Yumex will then take a while to prcess and list the packages that will be upgraded. Click OK to download and install Fedora 9. - Using the command line, just run this at the shell:
yum clean all
yum upgrade -y
- After the installation finishes, restart your computer to get Fedora 9 running.
Update
There are some gotchas in the upgrade. Granted, Fedora 9 uses a slew of brand new technologies – upstart
from Ubuntu replaces the legacy init
, PackageKit replaces Yum frontends as the way to manage software from the desktop, GVFS replaces the old GNOME VFS, and more – so it stands to reason that the upgrade isn’t going to be smooth. Still – it was incredibly smooth migration path in Ubunto from 7.04 through 7.10 to 8.04 even though Ubuntu had almost as much major changes during that time (and I didn’t give then enough kudus on that in the Ubuntu upgrade post – its a fscking major achievement).

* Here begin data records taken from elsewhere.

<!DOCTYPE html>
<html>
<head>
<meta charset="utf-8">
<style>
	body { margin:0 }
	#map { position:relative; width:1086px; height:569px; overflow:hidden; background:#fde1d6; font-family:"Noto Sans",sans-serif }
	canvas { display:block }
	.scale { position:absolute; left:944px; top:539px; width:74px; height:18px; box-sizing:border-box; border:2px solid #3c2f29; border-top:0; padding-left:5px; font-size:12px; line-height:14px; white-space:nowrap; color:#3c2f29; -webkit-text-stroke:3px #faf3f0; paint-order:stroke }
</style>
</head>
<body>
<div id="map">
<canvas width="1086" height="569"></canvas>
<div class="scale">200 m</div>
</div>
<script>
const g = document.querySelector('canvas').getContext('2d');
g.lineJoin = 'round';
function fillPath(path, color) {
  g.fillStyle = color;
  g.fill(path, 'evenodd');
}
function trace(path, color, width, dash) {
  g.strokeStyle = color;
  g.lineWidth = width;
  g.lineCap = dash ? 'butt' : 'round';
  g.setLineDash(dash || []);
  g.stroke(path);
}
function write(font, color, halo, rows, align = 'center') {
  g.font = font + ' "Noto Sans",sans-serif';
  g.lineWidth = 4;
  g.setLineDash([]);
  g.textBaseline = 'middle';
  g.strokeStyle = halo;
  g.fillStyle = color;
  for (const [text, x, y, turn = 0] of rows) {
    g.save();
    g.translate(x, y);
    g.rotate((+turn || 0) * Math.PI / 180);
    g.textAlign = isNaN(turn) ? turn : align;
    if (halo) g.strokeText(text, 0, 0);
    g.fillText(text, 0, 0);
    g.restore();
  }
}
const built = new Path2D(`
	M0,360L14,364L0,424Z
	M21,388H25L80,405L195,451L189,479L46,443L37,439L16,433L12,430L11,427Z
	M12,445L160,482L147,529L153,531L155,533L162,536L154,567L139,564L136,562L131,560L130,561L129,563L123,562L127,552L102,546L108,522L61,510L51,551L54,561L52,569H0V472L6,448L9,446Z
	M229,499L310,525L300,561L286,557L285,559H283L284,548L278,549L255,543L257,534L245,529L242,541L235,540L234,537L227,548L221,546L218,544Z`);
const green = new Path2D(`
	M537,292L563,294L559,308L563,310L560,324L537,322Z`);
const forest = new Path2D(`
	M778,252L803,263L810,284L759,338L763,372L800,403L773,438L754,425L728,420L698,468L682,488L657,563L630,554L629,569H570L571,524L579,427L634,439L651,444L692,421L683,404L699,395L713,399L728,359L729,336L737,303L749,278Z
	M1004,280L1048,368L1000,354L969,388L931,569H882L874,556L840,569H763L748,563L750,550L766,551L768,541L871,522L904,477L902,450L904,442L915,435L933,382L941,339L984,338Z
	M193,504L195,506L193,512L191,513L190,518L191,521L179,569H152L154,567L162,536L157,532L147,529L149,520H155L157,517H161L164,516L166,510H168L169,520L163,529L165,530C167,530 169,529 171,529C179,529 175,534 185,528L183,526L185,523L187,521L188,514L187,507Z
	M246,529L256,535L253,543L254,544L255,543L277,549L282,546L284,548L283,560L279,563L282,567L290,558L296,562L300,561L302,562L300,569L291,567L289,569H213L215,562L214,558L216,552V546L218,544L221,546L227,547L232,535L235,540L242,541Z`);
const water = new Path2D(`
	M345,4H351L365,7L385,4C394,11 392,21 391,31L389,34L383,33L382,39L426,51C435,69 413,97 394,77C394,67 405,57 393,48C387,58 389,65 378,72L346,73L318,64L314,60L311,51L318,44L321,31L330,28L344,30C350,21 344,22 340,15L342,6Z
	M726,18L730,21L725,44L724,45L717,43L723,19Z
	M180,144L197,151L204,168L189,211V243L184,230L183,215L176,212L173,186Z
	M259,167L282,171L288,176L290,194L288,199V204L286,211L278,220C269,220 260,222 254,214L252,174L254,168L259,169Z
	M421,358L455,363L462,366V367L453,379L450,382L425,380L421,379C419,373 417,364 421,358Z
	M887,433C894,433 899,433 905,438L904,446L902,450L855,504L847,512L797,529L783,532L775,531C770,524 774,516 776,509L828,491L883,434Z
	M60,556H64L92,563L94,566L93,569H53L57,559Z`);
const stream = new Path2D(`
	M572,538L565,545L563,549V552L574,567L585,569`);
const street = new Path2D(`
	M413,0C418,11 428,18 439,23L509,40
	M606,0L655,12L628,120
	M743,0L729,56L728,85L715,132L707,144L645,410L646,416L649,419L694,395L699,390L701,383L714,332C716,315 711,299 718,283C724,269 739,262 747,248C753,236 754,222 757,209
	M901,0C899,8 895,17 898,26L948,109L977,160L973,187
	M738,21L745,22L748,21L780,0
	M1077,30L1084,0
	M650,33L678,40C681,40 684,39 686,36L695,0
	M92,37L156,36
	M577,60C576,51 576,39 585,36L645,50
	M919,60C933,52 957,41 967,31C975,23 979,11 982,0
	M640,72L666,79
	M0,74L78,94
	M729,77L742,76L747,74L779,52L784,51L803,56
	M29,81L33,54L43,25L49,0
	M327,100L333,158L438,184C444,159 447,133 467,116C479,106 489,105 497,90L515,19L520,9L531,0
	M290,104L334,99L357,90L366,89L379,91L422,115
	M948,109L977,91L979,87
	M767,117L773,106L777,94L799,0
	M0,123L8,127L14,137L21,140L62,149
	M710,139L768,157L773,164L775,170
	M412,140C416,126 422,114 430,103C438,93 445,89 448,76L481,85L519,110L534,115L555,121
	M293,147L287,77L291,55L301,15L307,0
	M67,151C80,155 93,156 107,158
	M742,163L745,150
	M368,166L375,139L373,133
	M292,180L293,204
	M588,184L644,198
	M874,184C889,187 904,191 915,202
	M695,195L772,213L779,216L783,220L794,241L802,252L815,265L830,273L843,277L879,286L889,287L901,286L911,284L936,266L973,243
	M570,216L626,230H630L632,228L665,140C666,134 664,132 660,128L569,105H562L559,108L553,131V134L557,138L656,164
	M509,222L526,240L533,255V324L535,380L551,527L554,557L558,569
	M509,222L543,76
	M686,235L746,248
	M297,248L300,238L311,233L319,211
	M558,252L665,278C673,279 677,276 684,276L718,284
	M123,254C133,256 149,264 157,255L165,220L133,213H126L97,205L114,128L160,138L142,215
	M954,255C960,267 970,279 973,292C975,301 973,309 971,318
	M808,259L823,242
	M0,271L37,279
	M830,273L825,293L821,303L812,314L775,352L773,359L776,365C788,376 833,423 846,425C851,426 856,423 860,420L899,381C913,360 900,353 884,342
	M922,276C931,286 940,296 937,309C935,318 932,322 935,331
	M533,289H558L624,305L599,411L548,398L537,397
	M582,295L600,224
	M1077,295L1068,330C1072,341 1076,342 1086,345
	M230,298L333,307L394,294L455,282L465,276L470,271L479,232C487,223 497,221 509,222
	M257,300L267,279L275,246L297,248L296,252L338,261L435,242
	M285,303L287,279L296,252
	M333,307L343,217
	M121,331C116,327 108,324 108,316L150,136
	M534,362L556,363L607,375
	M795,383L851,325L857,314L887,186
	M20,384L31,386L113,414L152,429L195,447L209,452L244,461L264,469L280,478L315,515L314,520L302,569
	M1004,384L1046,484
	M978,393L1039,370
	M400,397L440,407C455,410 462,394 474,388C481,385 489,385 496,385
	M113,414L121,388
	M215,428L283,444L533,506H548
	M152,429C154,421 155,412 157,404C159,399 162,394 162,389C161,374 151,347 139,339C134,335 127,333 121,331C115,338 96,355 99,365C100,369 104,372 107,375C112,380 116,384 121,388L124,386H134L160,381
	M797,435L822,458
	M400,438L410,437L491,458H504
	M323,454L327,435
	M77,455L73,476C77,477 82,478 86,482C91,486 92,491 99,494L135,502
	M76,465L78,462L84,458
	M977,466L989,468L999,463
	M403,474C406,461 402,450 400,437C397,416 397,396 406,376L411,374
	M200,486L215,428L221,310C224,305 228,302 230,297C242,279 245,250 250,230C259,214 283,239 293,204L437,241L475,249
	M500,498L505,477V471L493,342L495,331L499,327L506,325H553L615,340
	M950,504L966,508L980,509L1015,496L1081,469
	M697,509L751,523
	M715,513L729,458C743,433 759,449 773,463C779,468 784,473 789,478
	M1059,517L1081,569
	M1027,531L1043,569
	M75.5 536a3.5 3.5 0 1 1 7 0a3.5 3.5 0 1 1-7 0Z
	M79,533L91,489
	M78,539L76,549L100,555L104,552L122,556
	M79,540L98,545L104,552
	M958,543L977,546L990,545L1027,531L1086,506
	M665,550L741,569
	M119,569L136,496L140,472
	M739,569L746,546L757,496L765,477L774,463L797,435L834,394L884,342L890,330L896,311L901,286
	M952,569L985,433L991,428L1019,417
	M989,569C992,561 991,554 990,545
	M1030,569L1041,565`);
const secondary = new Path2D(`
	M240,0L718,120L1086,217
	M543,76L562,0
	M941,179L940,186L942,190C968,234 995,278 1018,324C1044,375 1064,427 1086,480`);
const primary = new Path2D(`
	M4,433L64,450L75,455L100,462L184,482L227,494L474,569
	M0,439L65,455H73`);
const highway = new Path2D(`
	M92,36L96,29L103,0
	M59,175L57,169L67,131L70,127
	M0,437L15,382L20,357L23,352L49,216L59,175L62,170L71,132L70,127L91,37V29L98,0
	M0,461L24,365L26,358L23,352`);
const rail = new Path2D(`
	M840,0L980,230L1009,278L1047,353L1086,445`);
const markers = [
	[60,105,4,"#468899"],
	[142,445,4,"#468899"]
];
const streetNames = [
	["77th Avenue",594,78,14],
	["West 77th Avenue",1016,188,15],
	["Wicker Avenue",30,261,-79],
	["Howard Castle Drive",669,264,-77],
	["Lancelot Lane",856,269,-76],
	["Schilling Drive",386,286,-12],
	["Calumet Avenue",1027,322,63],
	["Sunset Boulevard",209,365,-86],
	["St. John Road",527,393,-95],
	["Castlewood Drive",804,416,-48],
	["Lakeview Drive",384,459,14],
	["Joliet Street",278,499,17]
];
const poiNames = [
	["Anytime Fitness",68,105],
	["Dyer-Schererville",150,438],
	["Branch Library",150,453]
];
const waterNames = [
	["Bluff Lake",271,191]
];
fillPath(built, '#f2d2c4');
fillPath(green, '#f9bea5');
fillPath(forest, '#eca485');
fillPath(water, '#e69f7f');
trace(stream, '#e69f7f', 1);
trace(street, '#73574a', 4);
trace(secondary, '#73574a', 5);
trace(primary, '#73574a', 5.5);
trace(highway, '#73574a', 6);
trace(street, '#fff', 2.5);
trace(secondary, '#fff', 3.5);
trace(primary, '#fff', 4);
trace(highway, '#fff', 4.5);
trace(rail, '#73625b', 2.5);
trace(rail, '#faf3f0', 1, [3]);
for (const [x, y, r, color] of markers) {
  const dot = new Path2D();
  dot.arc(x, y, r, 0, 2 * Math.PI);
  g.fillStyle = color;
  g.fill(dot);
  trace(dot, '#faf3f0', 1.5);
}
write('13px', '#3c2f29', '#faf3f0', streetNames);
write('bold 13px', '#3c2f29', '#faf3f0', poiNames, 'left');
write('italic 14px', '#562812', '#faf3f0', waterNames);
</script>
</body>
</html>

So that being said, here are some points to look out for:
- Fedora 8 has some i386 packages that duplicate existing x86_64 packages – this will wreck havoc with the upgrade. If yum complains, simply remove all the i386 packages it complains about before trying the install again.
- The reboot at the end of the upgrade wasn’t done well on my system – probably due to init being dumped. If the system freezes when you do the reboot, give it a minute and the kick the reset button
- After starting, PAM kept crushing and I couldn’t log in. I traced it to broken samba installation. If you get this behavior, reboot the machine (CTRL-ALT-DEL should do) and start it in “single” more from the boot loader prompt. If the system seems to then hang after it has “mounting local filesystems”, just CTRL-C it and you should get the “single user” command prompt. Now use
yum remove libsmbclient samba-common -y
andrm -rf /var/lib/samba /usr/lib/samba
. Then install the required services back usingyum install -y nautilus
. Now reboot again (using CTRL-ALT-DEL or the reboot command) and you should be fine - Either due to the upgrade or the destructive process described one point above, GVFS’s FUSE integration wasn’t installed. I recommend installing
gvfs-fuse
to get it back as its awesome – I can get Amarok (or Rythmbox or Banshee, whatever floats your boat) to read its media library from the windows network share. After you installgvfs-fuse
make sure to log out and log in again (or do what I did –killall gvfsd-smb-browse gvfsd gvfsd-trash gvfsd-burn nautilus
and then run nautilus again).
That’s it for now. As for first impressions, I can tell you that Fedora 9 is tons more snappy and responsive then Fedora 8 – My system was incredibly sluggish before and now it feels like a new computer. On the visual side GNOME 2.22 is not much different the GNOME 2.201 and I haven’t looked yet at KDE 4 that is bundled with it, so nothing much new. GVFS does make accessing remote folders slightly nicer, though I still haven’t decided what I think about its tendency to leave “mounted file systems” links on my desktop for every remote network share I access2.
If you try the upgrade process, please leave a note as to how your success was, and I also don’t mind helping out if you crash something :-).
Update 2
I found the crash was not related to Samba directly, but to using WINS for host name resolution. As most people don’t do that, I don’t think people would have the problem I had (as I described above). That being said, WINS name resolutions is very important in hetregenous networks, and I still don’t know why it crashes everything when I enable it (hadn’t actually the time to investigate – I just turned it off), and I still think its a crime not to enable it by default and to force people to actually edit configuration files, as root(!!) to enable this functionality.
i just finished listening to Linux Action Show’s review of Fedora 9, and their summary of the review is basically “OpenSuSE 11 look really attractive” 😉
I can’t really fault them for that – Fedora 9 works (in the self-enforced limits of what they let themself work with) but after all the major overhauls that theyn did, its nothing to write home about.